Shelley didn’t become really famous for poetry in the course of his lifetime. Public appreciation came later. He was something of a radical in his political views and we know he read the works of Thomas Paine and like him, Shelley was an atheist and disapproved of the monarchy.
When he was just 19 Shelley wrote a pamphlet with a title that could have come straight from the pen of Paine. “A Declaration of Rights” contained 31 propositions. An example being: “All have a right to an equal share in the benefits and burdens of government.” It was Shelley’s own take on the declarations that had launched the American and French Revolutions.

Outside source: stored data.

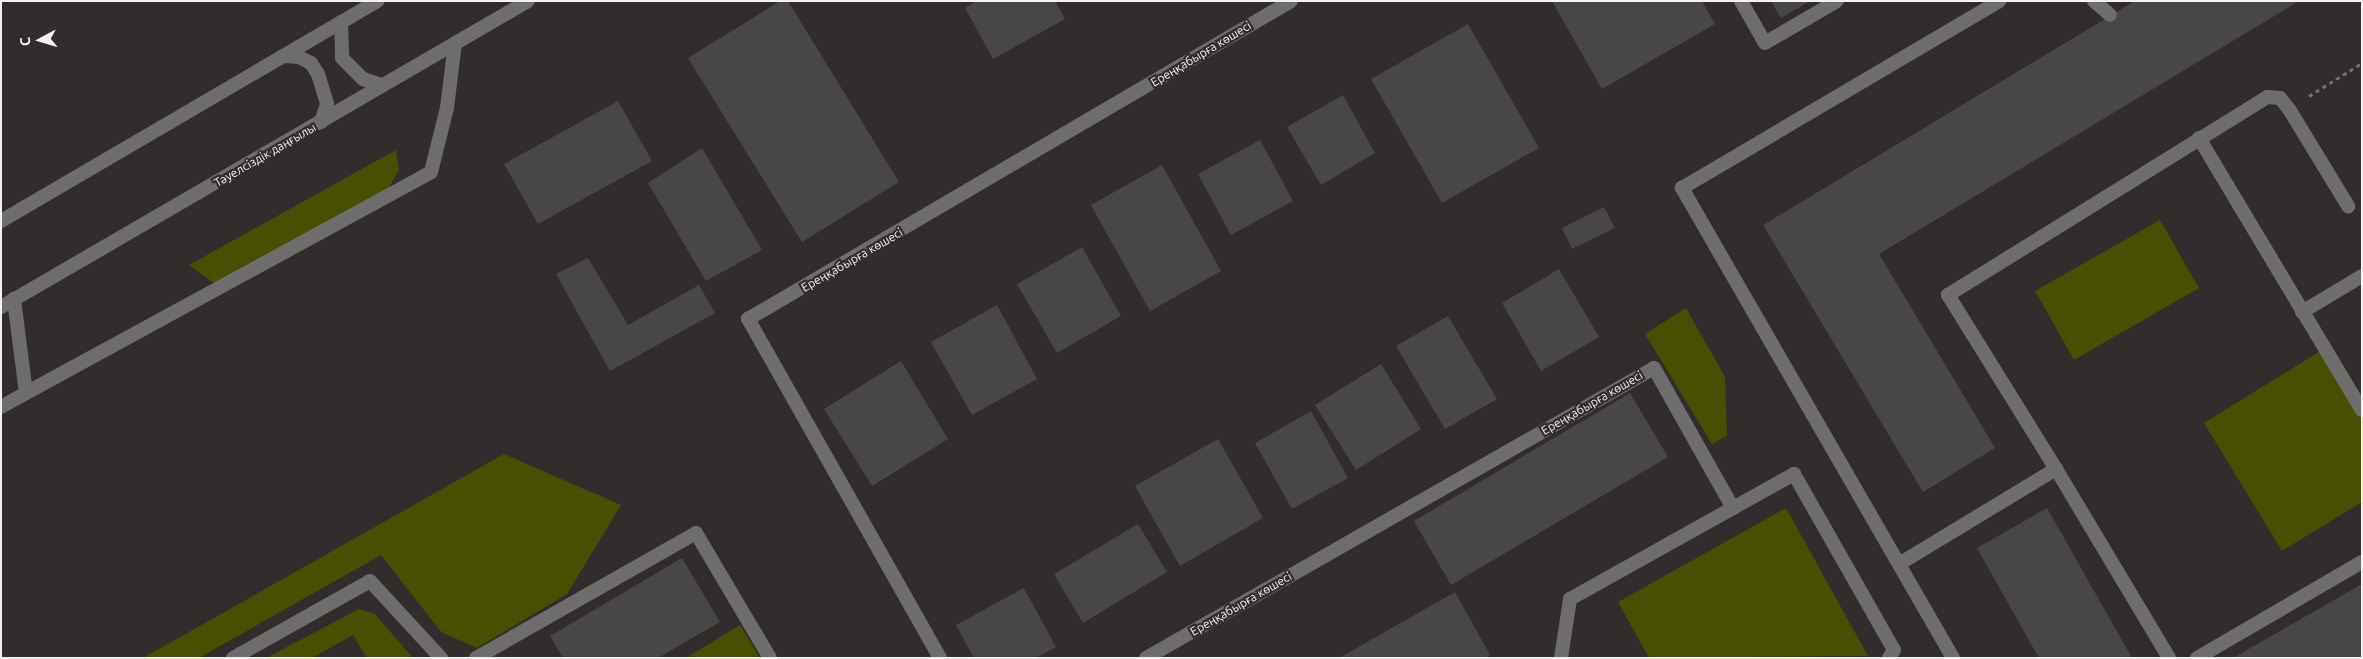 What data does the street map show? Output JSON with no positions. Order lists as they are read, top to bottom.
{
  "streets": {
    "street": ["Ереңқабырға көшесі", "Тәуелсіздік даңғылы"]
  },
  "north": "left"
} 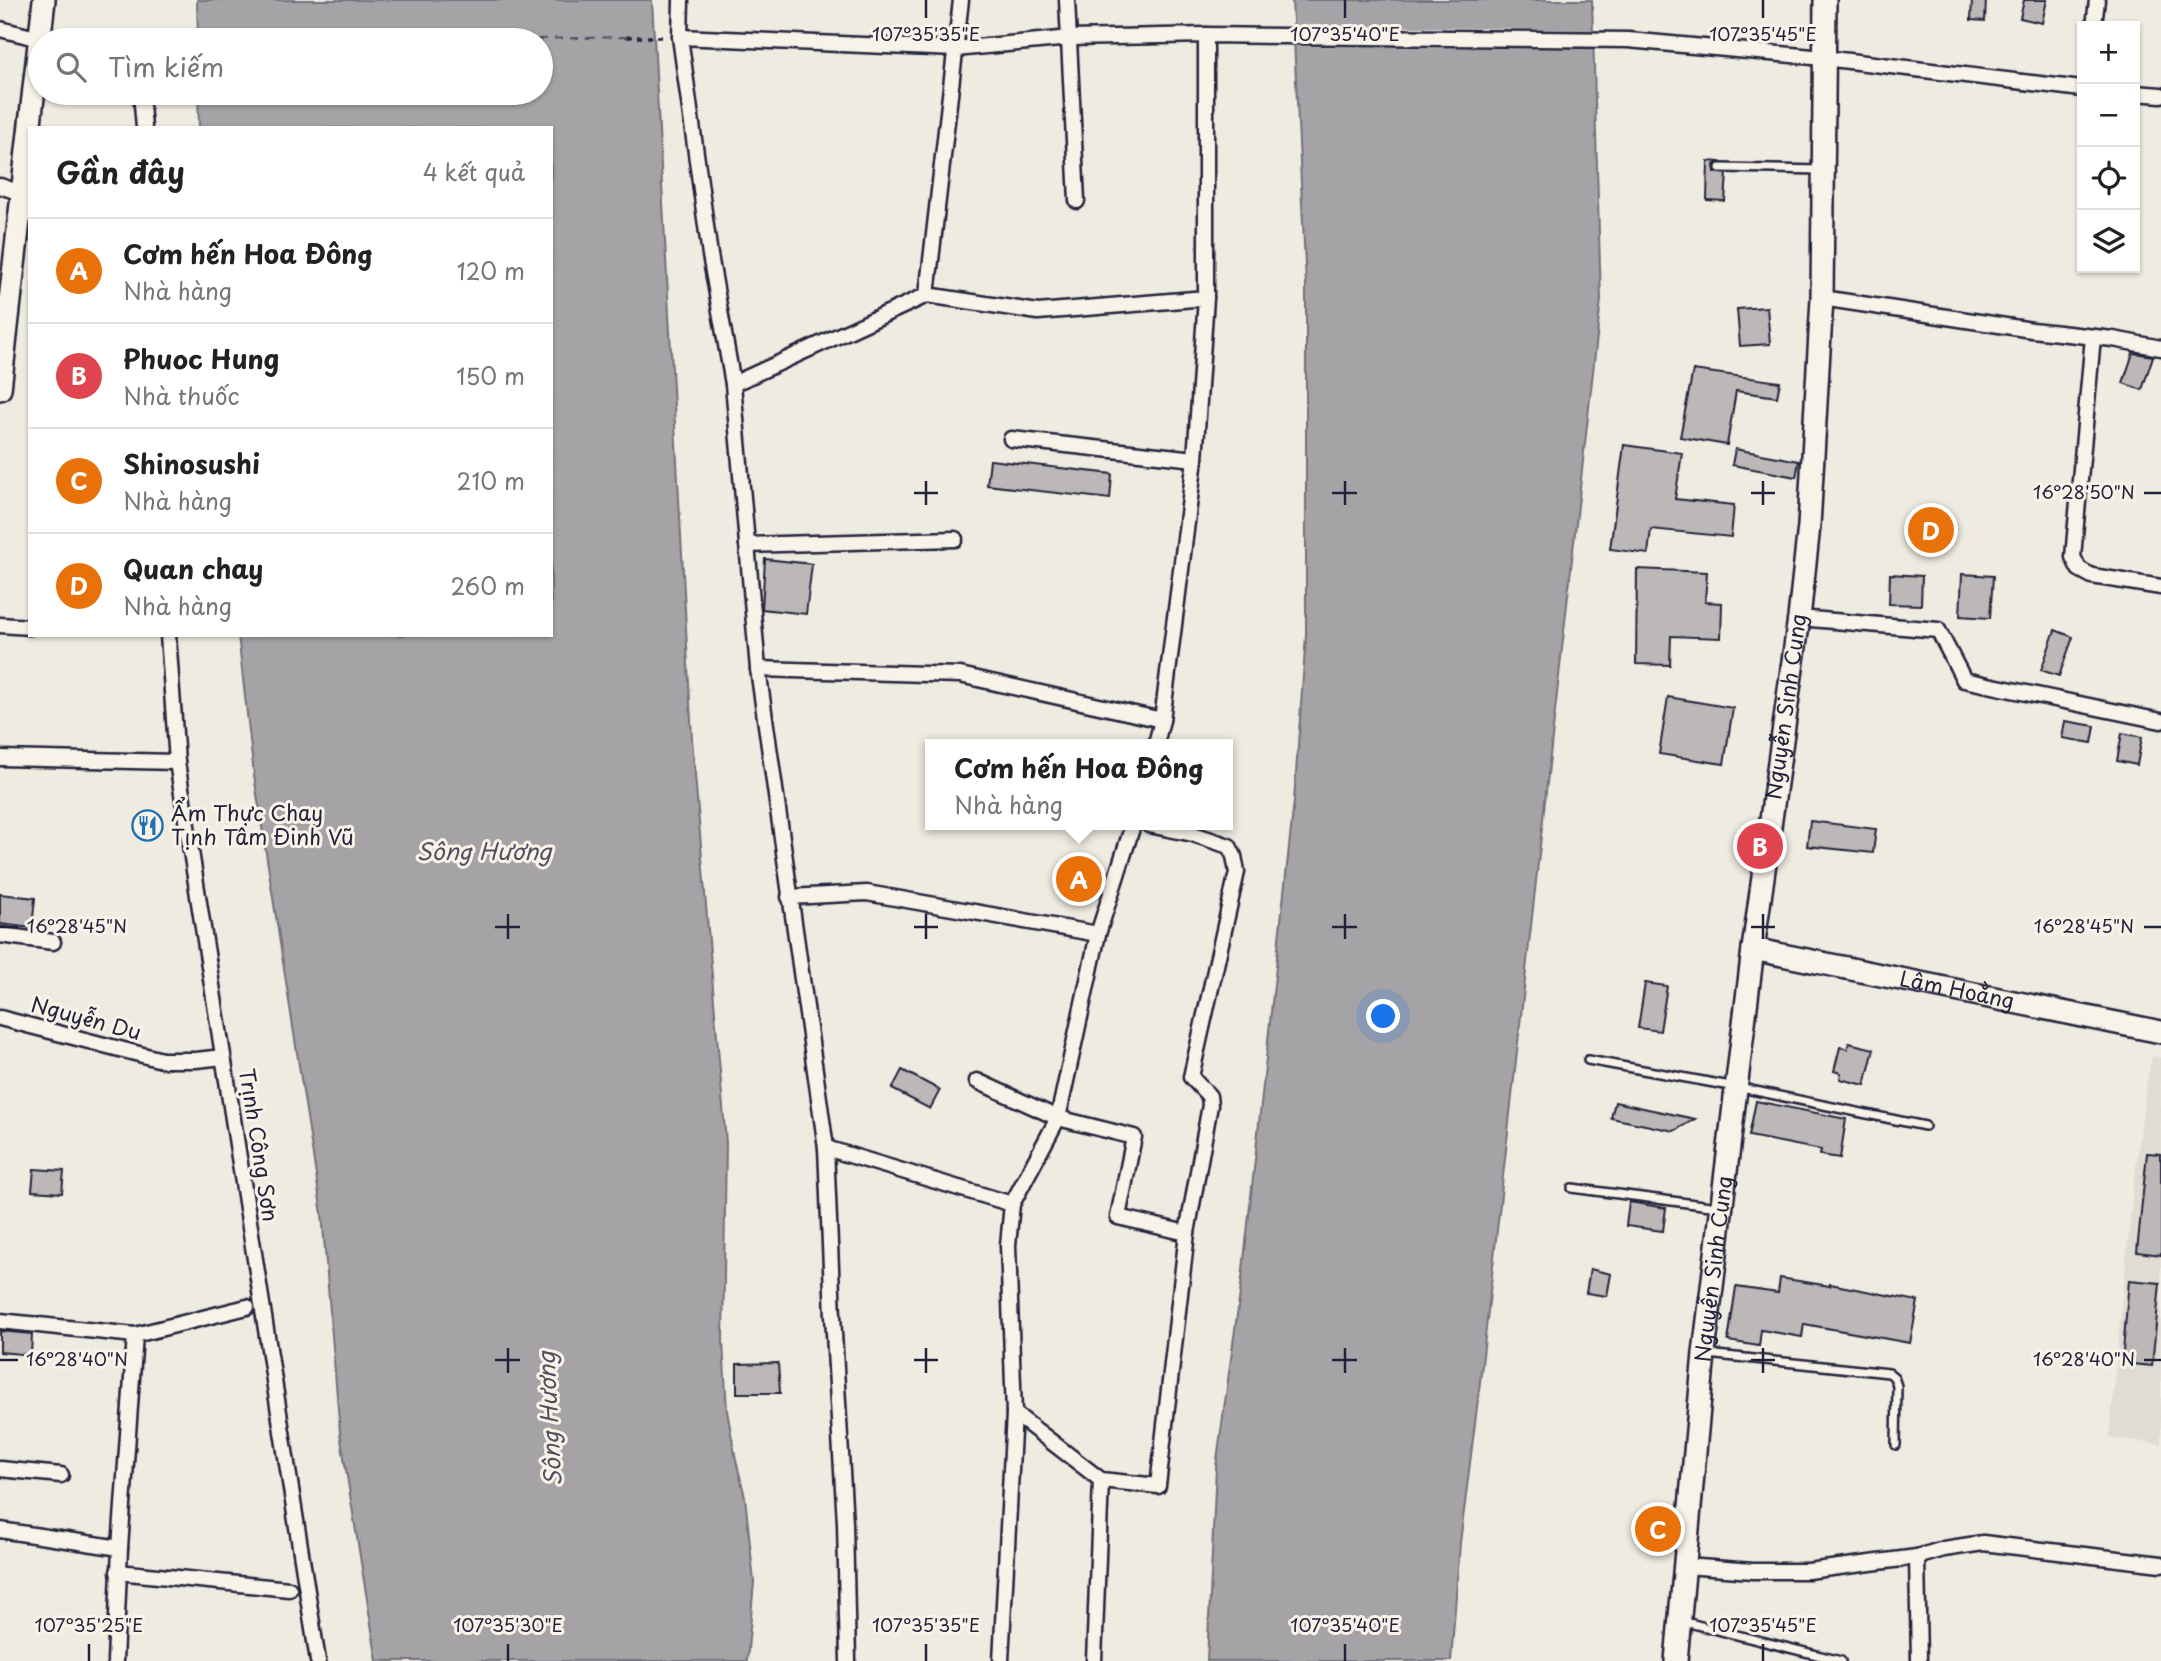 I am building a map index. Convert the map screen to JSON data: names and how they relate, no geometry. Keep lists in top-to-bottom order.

He devised a novel means of distribution for the manifesto, putting copies in bottles and launching them into the sea in Devon. Others he attached to hand-made hot air balloons, hoping the wind would waft them to Wales and Ireland. Shelley next travelled to Dublin and published another inflammatory pamphlet, “Address to the Irish People” in which he urged that the Union Act binding Ireland to England be repealed.
We don’t how the relationship came about but Shelley began corresponding with Elizabeth Hitchenor, a schoolteacher who lived in Hurstpierpoint, Sussex. She shared similar views to those of the poet. From Ireland in 1812 he sent her a package of his various leaflets with a request that she distribute them to Sussex farmers.

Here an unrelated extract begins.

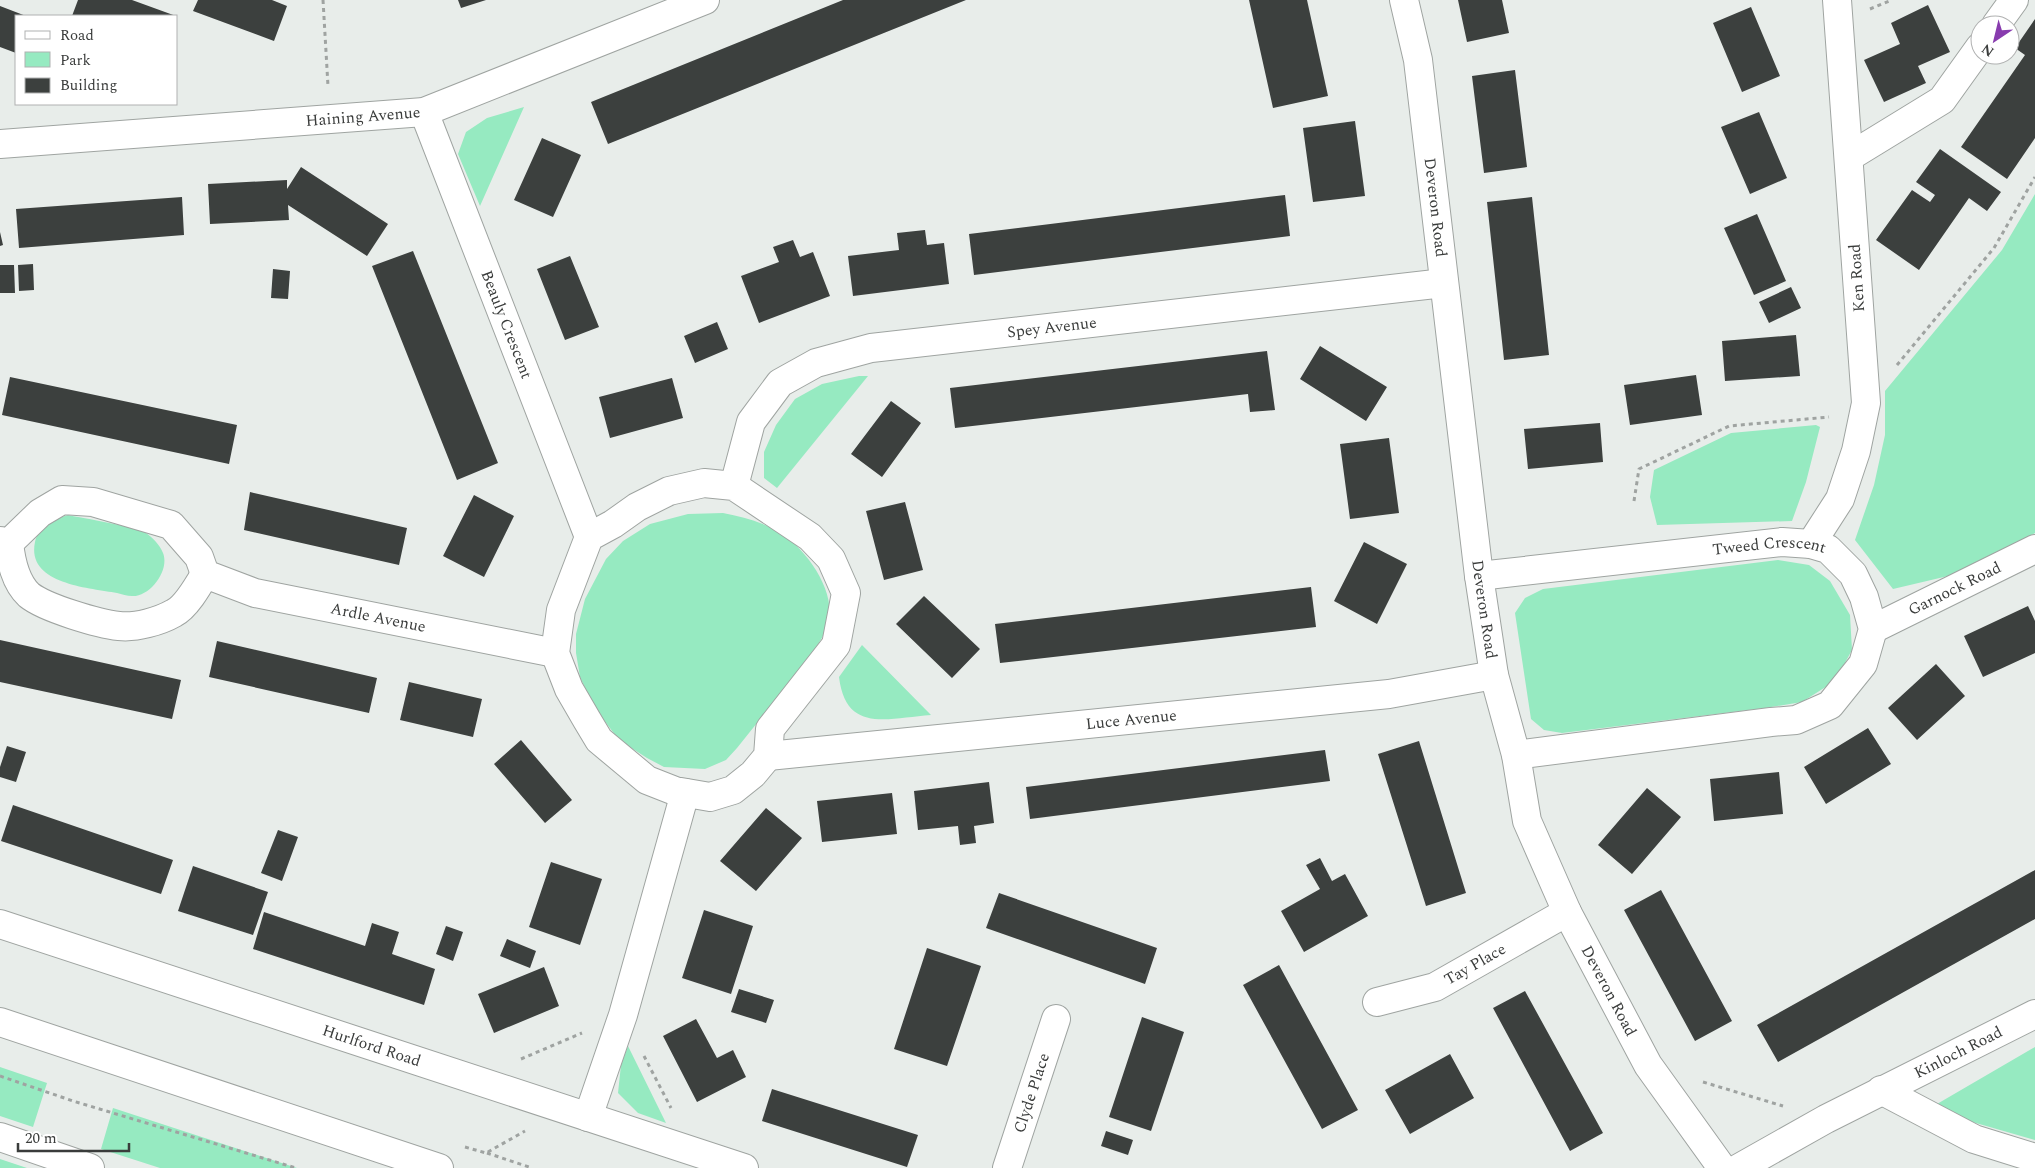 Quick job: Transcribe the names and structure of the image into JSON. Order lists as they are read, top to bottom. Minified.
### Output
{"streets":{"street":["Haining Avenue","Deveron Road","Ken Road","Beauly Crescent","Spey Avenue","Tweed Crescent","Garnock Road","Ardle Avenue","Luce Avenue","Tay Place","Hurlford Road","Kinloch Road","Clyde Place"]},"crossings":[["Haining Avenue","Beauly Crescent"],["Deveron Road","Spey Avenue"],["Deveron Road","Tweed Crescent"],["Deveron Road","Luce Avenue"],["Deveron Road","Tay Place"],["Ken Road","Tweed Crescent"],["Tweed Crescent","Garnock Road"]],"legend":["Road","Park","Building"],"scale_bar":"20 m","north":"bottom left"}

The schoolteacher, however, had been under surveillance by Government agents. A letter exists written by the Postmaster General of the day, Lord Chichester: “I return the pamphlet declaration. The writer is son of Mr. Shelley, member for the Rape of Bramber, and is by all accounts a most extraordinary man. I hear he has married a servant, or some person of very low birth; he has been in Ireland for some time and I heard of him speaking at the Catholic Convention. Miss Hitchenor, of Hurstpierpoint, keeps a school there, and is well spoken of.

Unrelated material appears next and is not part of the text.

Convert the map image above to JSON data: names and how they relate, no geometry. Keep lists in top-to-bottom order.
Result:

“Her Father keeps a Publick House in the Neighbourhood. He was originally a Smuggler and changed his name from Yorke to Hitchenor before he took the Publick House. I shall have a watch put upon the daughter and discover whether there is any Connection between her and Shelley.”
Shelley formed an attachment for Miss Hitchenor describing her as the “sister of his soul”.
It seems that for a time they lived together in what has been claimed was a platonic relationship. Then suddenly his ardour cooled and the pair separated. Later he wrote of her with some rancour: “My astonishment at my fatuity, inconsistency and bad taste was never so great as after living for four months with her. What would hell be, were such a woman in heaven?”
In 1814 Shelley left his wife Harriet even though she was pregnant. She was found drowned in a lake in a London park in 1816. Shelley himself drowned in a sailing accident off the coast of Italy on 24th July 1822, just a month short of his 30th birthday. His body was cremated on a beach near Viareggio and the ashes were interred in Rome’s Protestant Cemetery.
An English Tory newspaper, “The Courier” reported his death with some glee: “Shelley, the writer of infidel poetry, has been drowned, so now he knows whether there is a God or no.”